#### Dataset entries:
──────────────────────────────
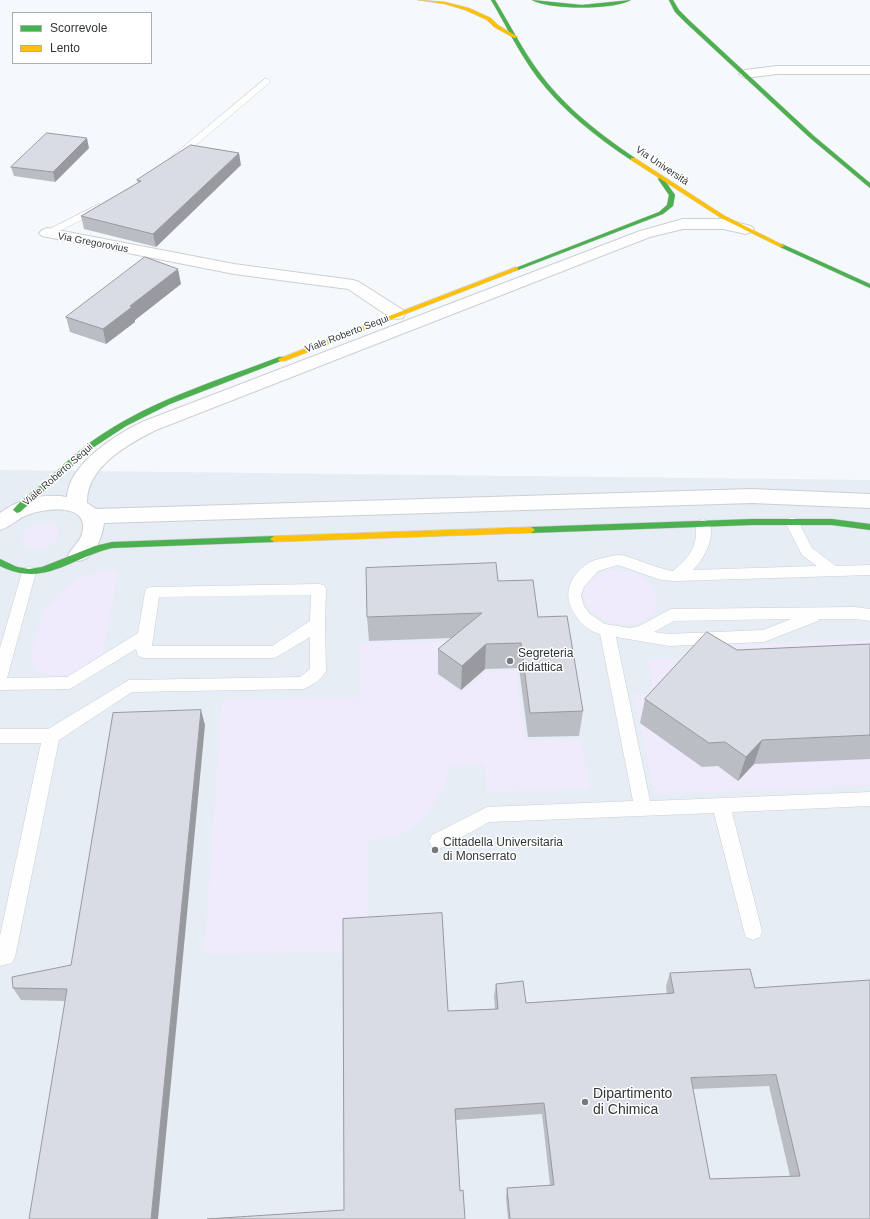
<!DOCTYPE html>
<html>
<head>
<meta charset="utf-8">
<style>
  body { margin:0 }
  #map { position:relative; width:870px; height:1219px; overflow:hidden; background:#f6f9fc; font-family:Arial,sans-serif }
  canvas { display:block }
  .legend { position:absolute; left:12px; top:12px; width:140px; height:52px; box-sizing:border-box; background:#fff; border:1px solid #adaeaf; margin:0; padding:5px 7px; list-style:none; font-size:12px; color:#323538 }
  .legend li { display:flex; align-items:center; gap:8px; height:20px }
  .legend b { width:20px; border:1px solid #adaeaf }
</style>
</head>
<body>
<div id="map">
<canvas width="870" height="1219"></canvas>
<ul class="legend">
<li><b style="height:5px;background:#4caf50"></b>Scorrevole</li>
<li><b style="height:5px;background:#ffc107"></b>Lento</li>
</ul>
</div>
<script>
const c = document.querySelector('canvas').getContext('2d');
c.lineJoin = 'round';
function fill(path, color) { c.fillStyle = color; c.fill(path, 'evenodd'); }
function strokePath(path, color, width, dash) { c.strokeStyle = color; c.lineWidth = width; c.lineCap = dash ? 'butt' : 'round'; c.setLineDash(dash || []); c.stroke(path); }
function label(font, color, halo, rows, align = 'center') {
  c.font = font + ' Arial,sans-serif'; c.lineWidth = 3; c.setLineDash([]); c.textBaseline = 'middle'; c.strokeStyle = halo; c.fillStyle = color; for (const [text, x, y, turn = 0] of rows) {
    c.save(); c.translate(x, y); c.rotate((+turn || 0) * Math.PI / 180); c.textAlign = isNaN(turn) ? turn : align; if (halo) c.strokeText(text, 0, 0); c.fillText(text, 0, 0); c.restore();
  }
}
fill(new Path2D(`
  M0 470 870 480V1219H0Z`), '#e6edf5');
fill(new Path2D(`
  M41 523C49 523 55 523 59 530L58 539C49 548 37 551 26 546L21 539 25 530Z
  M611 570C619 571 627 571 635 573 650 579 666 598 653 613 637 633 598 624 587 604 576 586 596 575 611 570Z
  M103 571H118L103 654 78 672 59 677 36 671 30 656 36 631 44 612 60 592 78 578Z
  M870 640V785L654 794 634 694 653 692 648 659 693 658 703 645Z
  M456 641 457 655 435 674 462 692 487 672 516 670 525 740 581 739 590 788 487 792 484 764 449 766C447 790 426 823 404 832 392 837 380 839 367 840L368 928 343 952 204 954 222 700 360 697V643Z`), '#efeafc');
const lane = new Path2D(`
  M266 78 270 81 269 83 177 161H171L169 159 171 157Z
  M99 204 104 207 103 209 51 235 47 236 42 233Z
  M792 517 797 519 812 548 836 566 870 565V575L676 581 661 580 618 565 598 571 584 587 581 595 584 606 590 614 605 624 630 628 639 626 671 609 855 607 870 609V621L855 619H819L818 621 764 642 669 646 616 637 650 801 870 792V806L732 812 762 931 760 937 753 940 746 937 744 931 714 813 489 822 444 847 438 849 432 847 429 841 432 835 487 807 633 801 600 634C591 632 581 624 576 616 562 597 568 577 587 564 594 559 608 557 617 555 627 554 657 569 673 571 685 561 694 552 696 536 696 531 695 526 698 521L703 519 708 521C717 536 704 559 693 570L817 566 802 555 785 522 787 519ZM791 619 763 630 669 634 654 632 674 621Z
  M29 567 34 568 36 572 7 678 67 677 138 633 145 592 147 588 152 587 319 584 324 585 326 589 325 624 326 671C322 679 312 686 303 689L132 692 59 740 15 957 12 963 0 966V936L41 743H0V729H48L129 680 300 677 310 669V637L275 658H143L138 656 136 649 70 689 0 690V648L22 572 24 568ZM311 595 310 621 272 646H152L159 597Z`);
const street = new Path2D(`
  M777 66H870V74H777L745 78 739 74 745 70Z
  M683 219H723L751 226 754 229 751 232 746 234 723 229H683L650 237 156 430C128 444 86 467 87 503L96 509 752 489 870 494V508L752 503 104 523C102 539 92 566 72 560L68 555C72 548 80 541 82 534 91 502 45 508 27 515 17 519 10 527 0 530V513C19 499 43 493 67 497 69 463 116 435 142 422L640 231Z
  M47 228 234 264 353 280 359 282 403 310 405 314 403 318 397 319 391 318 348 289 234 274 42 236 39 233 42 230Z`);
const fast = new Path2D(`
  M491 0H495C509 23 521 47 536 68 562 105 598 133 635 158V160H631C596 137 562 110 537 77 519 53 506 25 491 0Z
  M532 0 582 5 631 0C614 10 549 10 532 0Z
  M669 0H673L679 10 690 21 814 136 870 183V188L810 138 686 23 675 12Z
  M659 178H663L675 195 673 206 663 214 518 270 513 269 659 212 667 205 669 195 658 179Z
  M782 244 870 284V288L780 247 779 246Z
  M279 357H285L286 359 170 404 126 426 94 447 20 512 17 513 13 510C20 500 38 488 47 480 64 464 81 448 101 435 155 399 219 380 279 357Z
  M752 519H832L870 524V530L832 525H752L531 533 527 530 531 527Z
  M274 536 278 539 274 542 112 548C70 558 44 588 0 566V559L17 567 29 569 42 567 95 546 112 542Z`);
const slow = new Path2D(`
  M418 0 445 2 469 8 491 18 498 25 518 37 514 38 494 27 487 20 465 10 445 4Z
  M631 158H635L725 216 785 246 780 247 721 218 631 160Z
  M516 267 518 268V270L285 361H279L278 359Z
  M531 527 535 530 531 533 274 542 270 539 274 536Z`);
strokePath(lane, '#cccfd2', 1);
strokePath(street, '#cccfd2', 2);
strokePath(fast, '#cccfd2', 1);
strokePath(slow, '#cccfd2', 1);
fill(lane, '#fefeff');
fill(street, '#fefeff');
fill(fast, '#4caf50');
fill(slow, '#ffc107');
fill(new Path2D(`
  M89 148 55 182 14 176 11 167Z
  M241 165 156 247 84 229 81 216 138 183 137 180Z
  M181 284 135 320V322L106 344 70 332 66 317Z
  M498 581 538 617 583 711 579 736 528 737 519 668 485 669 461 690 438 674V649L451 638 369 641 367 617Z
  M870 644V759L754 764 738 781 718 766 702 767 640 723 645 699 737 650Z
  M205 725 65 1001 21 1000 13 988 71 965Z
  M670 973 755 988 870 1219H508L506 1197 507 1188 550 1185 542 1114 456 1120 460 1191 344 1210 448 1011 495 1009 494 996 496 984 526 1003 667 994 666 986ZM769 1086 790 1176 710 1179 693 1089Z`), '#bbbdc5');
fill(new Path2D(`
  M87 138 89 148 55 182 53 172Z
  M239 153 241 165 156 247 153 234Z
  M178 269 181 284 135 320V322L106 344 103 329 130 306Z
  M486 644 485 669 461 690 462 666Z
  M201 710 205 725 158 1219H151Z
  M762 740 754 764 738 781 746 757Z`), '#999aa0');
const building = new Path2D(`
  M47 133 87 138 53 172 11 167Z
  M191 145 239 153 153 234 81 216 141 181 137 180Z
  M145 257 178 269 130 306 132 307 103 329 66 317Z
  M496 563 498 581 533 580 538 617 567 616 583 711 530 713 521 643 486 644 462 666 438 649 482 613 367 617 366 568Z
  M707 632 737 650 870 644V735L762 740 746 757 725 742 709 743 645 699Z
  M201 710 151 1219H29L67 989 13 988 12 977 71 965 113 713Z
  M442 913 448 1011 498 1009 496 984 523 981 526 1003 674 993 670 973 750 969 755 988 870 980V1219H510L507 1188 554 1185 544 1103 455 1109 460 1191 463 1190 465 1219H207L344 1210 343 919ZM776 1075 800 1176 710 1179 691 1078Z`);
fill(building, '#dadce5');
strokePath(building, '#999aa0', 1);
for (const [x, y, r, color] of [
  [510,661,4,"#777a7d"],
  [435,850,4,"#777a7d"],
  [585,1102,4,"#777a7d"]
]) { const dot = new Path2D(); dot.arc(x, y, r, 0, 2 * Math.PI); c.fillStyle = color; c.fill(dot); strokePath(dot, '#fff', 1.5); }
label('10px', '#323538', '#fff', [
  ["Via Università",662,166,34],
  ["Via Gregorovius",93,243,11],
  ["Viale Roberto Sequi",347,334,-21],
  ["Viale Roberto Sequi",58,475,-41]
]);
label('12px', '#323538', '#fff', [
  ["Segreteria",518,654],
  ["didattica",518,668],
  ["Cittadella Universitaria",443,843],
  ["di Monserrato",443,857]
], 'left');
label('14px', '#323538', '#fff', [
  ["Dipartimento",593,1094],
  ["di Chimica",593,1110]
], 'left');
</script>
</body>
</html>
──────────────────────────────
#### Work to be completed:
Please return all lines above in which the string "canvas" is found.

#### Response to the task:
  canvas { display:block }
<canvas width="870" height="1219"></canvas>
const c = document.querySelector('canvas').getContext('2d');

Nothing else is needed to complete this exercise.